• To do: Lines where the string "street" appears are to be copied from the entries below.
◆ ◆ ◆
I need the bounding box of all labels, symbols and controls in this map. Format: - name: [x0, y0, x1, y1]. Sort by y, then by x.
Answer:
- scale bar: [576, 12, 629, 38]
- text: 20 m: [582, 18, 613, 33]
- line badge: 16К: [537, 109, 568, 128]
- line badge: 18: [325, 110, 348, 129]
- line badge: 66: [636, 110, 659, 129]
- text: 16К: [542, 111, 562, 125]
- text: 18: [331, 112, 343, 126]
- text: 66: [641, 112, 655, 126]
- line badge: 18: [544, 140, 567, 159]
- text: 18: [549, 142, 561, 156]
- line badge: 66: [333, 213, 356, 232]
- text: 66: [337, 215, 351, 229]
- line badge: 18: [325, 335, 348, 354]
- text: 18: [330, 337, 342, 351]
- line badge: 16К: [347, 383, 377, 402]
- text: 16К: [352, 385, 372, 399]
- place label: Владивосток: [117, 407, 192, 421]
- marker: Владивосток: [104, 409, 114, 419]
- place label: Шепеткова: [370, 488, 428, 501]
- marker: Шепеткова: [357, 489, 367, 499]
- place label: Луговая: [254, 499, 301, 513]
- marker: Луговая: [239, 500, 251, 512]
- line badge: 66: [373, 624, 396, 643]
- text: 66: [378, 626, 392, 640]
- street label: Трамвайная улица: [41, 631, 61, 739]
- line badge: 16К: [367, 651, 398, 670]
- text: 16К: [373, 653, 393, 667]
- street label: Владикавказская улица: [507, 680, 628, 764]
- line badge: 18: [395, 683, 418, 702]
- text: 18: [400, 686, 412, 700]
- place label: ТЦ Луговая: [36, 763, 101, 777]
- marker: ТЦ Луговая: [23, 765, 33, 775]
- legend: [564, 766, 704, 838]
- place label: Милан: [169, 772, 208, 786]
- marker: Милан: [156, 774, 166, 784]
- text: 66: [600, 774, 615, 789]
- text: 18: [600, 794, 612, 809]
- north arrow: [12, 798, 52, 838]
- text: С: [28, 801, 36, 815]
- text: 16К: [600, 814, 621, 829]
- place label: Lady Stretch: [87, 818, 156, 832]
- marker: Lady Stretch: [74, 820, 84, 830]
◆ ◆ ◆
• Output of the exercise:
- street label: Трамвайная улица: [41, 631, 61, 739]
- street label: Владикавказская улица: [507, 680, 628, 764]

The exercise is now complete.